[Task directions]
Go over the entries below line by line, copying each one that contains the word "meet".

[Input for this task]

┏━━

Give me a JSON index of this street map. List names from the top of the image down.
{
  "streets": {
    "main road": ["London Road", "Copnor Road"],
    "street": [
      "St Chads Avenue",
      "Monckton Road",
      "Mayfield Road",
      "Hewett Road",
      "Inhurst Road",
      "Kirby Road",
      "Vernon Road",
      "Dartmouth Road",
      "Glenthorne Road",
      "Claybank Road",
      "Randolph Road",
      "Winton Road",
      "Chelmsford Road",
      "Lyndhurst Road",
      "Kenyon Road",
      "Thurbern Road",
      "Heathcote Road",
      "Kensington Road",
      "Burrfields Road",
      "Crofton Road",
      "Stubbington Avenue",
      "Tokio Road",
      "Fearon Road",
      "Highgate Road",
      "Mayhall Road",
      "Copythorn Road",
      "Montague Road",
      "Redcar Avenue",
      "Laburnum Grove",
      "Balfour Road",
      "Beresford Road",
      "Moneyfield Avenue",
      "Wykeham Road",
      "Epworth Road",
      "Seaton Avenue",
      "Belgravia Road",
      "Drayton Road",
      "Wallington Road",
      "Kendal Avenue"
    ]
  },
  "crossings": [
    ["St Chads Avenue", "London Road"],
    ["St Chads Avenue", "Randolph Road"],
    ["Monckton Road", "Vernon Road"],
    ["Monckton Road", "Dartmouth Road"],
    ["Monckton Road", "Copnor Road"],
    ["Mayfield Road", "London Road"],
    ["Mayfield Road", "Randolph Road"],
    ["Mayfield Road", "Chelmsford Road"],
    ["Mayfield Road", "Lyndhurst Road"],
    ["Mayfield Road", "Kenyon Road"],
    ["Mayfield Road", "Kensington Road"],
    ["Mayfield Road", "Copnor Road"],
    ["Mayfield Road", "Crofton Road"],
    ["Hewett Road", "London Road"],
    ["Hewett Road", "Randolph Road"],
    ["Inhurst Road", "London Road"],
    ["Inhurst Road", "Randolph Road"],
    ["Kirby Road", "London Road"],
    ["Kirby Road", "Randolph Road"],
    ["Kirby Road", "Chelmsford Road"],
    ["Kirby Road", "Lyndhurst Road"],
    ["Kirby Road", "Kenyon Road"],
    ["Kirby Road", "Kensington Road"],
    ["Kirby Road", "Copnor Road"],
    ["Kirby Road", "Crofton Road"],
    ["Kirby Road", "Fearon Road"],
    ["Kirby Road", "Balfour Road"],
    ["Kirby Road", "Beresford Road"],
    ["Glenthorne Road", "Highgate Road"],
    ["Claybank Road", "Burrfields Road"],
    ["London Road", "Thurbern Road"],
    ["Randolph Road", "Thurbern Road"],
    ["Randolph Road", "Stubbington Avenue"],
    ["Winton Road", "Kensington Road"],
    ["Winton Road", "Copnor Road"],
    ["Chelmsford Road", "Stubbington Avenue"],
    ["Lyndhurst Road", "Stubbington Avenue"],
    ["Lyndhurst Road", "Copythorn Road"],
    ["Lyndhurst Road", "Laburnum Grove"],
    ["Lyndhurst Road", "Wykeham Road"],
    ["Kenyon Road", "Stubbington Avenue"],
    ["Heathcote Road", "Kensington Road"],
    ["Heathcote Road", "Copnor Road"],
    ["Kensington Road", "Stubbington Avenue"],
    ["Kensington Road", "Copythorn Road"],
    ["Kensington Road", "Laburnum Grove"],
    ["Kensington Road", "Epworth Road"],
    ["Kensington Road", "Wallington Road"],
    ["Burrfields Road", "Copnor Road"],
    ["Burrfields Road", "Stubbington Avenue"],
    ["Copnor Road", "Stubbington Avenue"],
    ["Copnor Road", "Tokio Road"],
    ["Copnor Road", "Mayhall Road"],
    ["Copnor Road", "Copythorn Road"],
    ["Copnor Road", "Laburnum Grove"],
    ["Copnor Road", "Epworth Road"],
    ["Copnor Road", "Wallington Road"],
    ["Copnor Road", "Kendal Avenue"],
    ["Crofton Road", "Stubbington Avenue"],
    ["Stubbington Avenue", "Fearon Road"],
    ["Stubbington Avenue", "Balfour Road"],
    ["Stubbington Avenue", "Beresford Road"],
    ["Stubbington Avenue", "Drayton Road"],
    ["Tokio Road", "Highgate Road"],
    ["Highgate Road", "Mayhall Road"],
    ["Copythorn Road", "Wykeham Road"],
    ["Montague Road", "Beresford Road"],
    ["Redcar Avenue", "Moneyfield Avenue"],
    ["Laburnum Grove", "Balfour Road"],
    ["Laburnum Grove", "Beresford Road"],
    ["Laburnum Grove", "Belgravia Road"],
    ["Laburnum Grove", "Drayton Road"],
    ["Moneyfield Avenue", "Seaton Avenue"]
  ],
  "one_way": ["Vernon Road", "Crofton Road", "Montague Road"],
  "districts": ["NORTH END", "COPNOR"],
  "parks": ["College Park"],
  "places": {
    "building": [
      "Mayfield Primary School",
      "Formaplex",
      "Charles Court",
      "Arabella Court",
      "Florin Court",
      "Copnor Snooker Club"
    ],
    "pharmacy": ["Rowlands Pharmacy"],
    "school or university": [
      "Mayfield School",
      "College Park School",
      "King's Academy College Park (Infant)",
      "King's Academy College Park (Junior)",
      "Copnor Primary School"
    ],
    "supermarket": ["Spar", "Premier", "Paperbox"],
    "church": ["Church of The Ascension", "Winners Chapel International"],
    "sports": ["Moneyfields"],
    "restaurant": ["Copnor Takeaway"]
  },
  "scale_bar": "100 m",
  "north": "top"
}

┗━━
┏━━

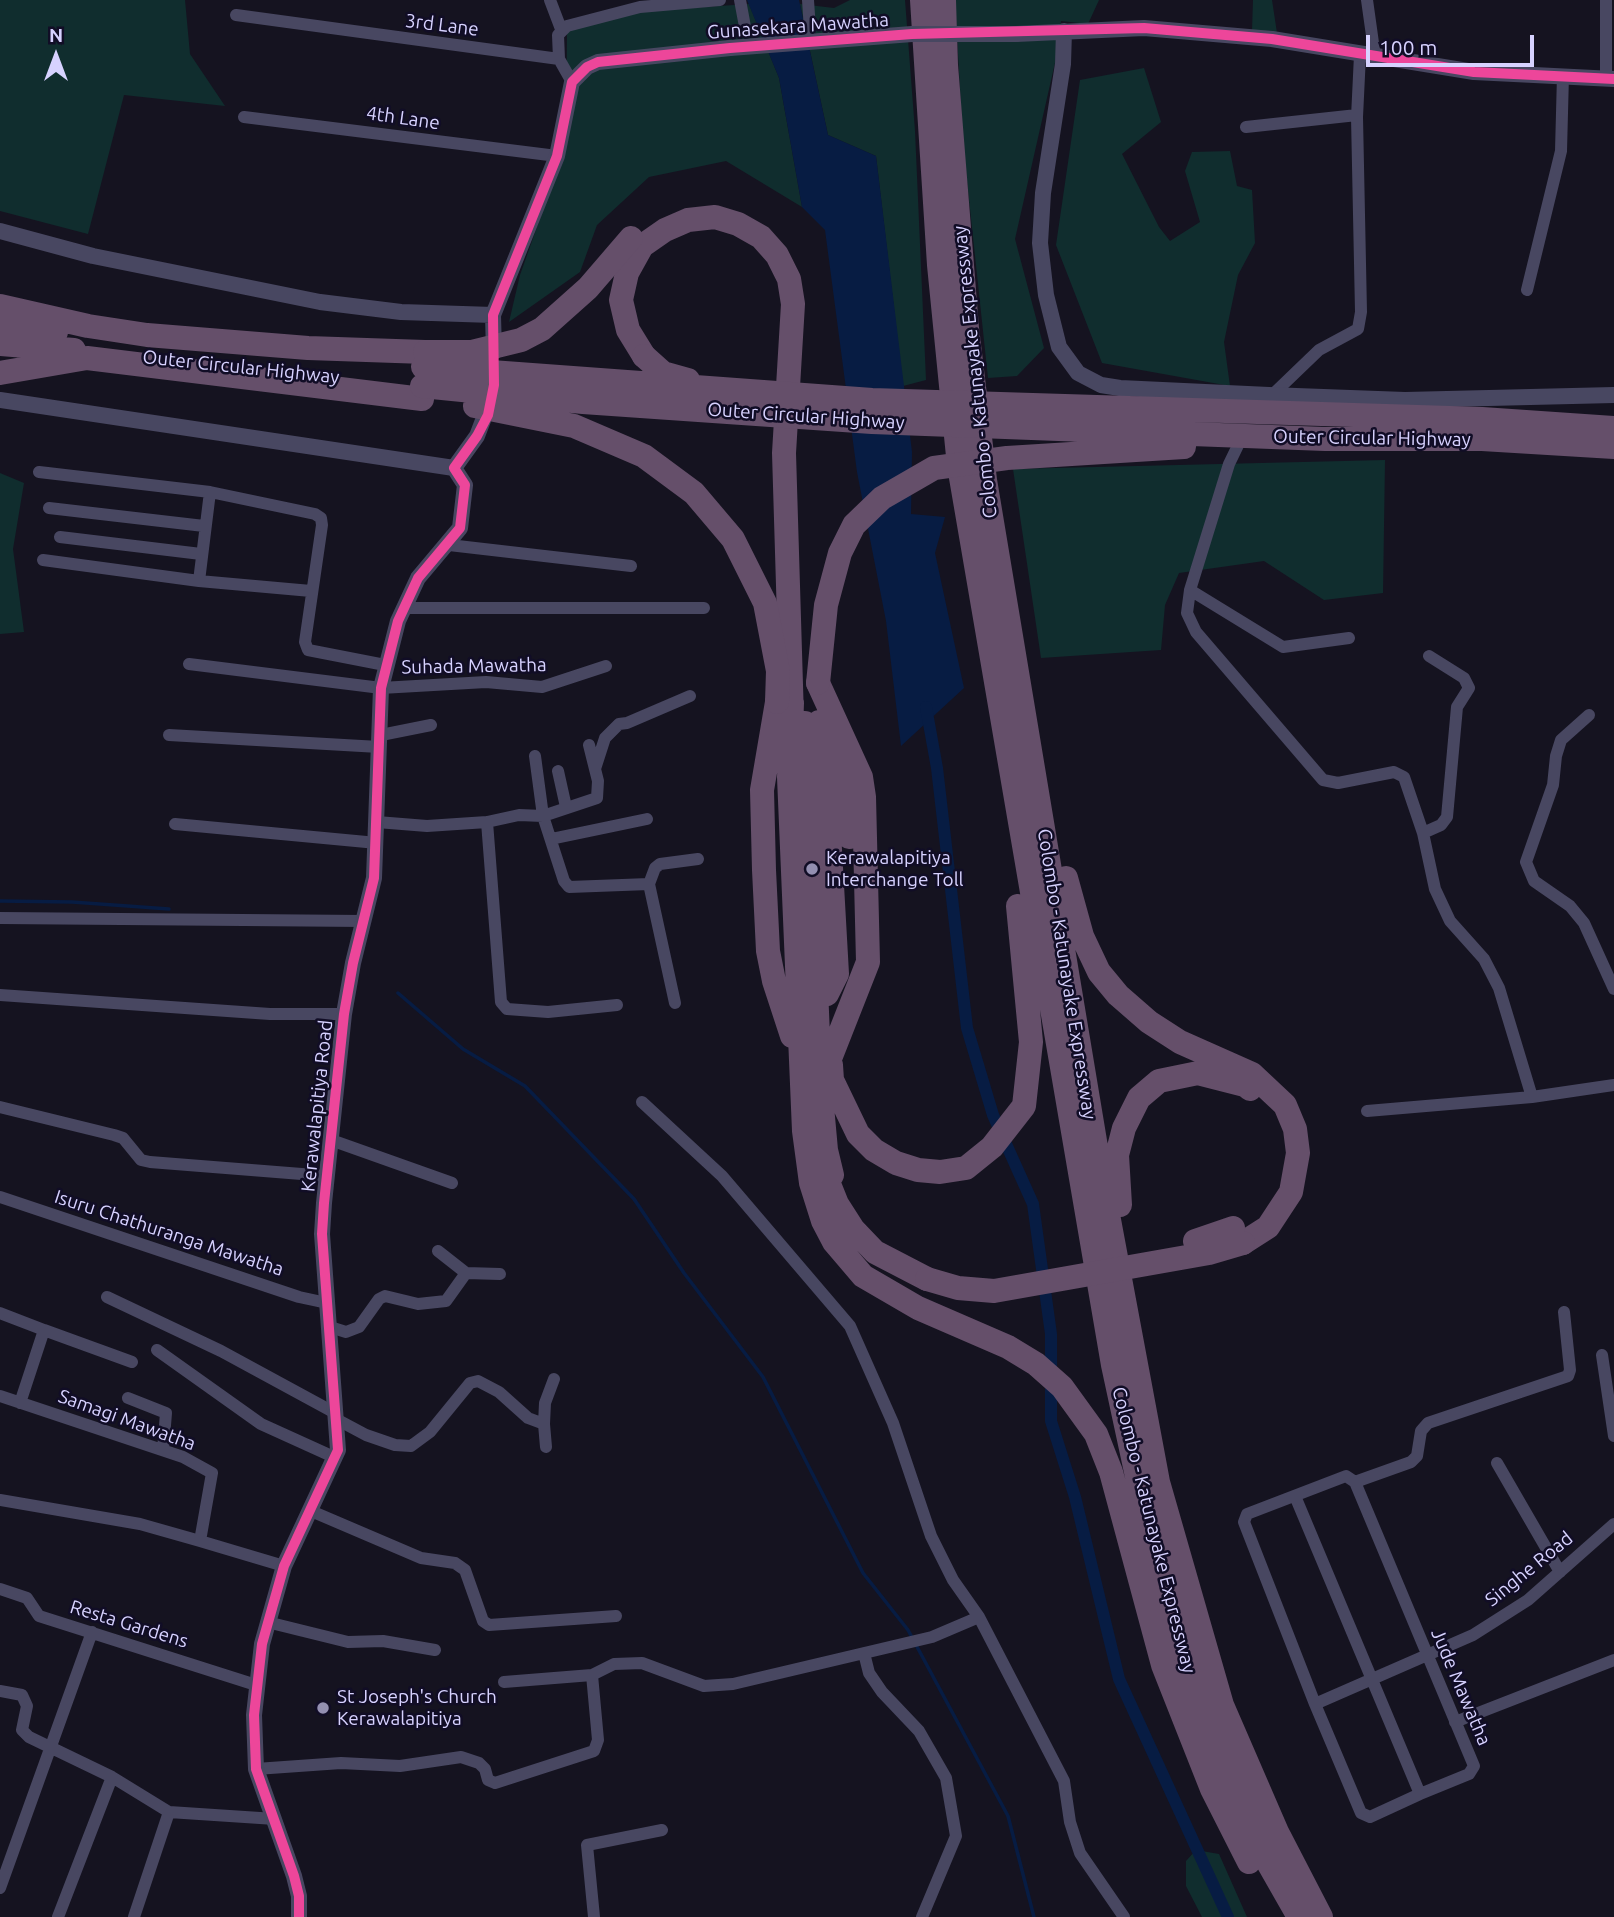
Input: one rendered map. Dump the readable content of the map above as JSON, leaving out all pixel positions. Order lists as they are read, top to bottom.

┗━━
┏━━

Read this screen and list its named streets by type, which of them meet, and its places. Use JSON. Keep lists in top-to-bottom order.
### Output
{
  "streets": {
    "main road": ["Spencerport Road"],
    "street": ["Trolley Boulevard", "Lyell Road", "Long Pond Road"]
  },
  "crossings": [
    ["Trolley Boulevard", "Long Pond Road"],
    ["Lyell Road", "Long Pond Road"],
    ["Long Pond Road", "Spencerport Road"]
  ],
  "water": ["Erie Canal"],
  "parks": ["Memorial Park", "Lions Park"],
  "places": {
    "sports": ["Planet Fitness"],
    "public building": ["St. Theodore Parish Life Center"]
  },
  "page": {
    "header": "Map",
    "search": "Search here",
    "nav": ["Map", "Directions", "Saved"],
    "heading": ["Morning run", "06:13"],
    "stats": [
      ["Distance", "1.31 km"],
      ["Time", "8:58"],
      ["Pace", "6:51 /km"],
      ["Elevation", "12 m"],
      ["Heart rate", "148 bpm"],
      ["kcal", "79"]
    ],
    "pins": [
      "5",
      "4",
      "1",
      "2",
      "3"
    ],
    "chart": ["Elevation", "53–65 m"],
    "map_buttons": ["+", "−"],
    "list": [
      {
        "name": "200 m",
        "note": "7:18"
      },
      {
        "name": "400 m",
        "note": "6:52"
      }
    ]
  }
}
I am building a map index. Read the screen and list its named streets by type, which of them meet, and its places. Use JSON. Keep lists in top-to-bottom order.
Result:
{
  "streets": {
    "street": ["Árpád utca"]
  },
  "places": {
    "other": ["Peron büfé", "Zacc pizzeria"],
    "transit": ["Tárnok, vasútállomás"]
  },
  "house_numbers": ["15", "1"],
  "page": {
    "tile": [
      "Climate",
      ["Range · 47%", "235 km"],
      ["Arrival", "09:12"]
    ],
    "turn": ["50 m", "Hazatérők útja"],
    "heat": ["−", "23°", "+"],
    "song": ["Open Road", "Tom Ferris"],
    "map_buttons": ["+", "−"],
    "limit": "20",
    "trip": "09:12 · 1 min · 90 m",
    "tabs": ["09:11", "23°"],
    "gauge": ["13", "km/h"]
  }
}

┗━━

[Written response]
Read this screen and list its named streets by type, which of them meet, and its places. Use JSON. Keep lists in top-to-bottom order.
I am building a map index. Read the screen and list its named streets by type, which of them meet, and its places. Use JSON. Keep lists in top-to-bottom order.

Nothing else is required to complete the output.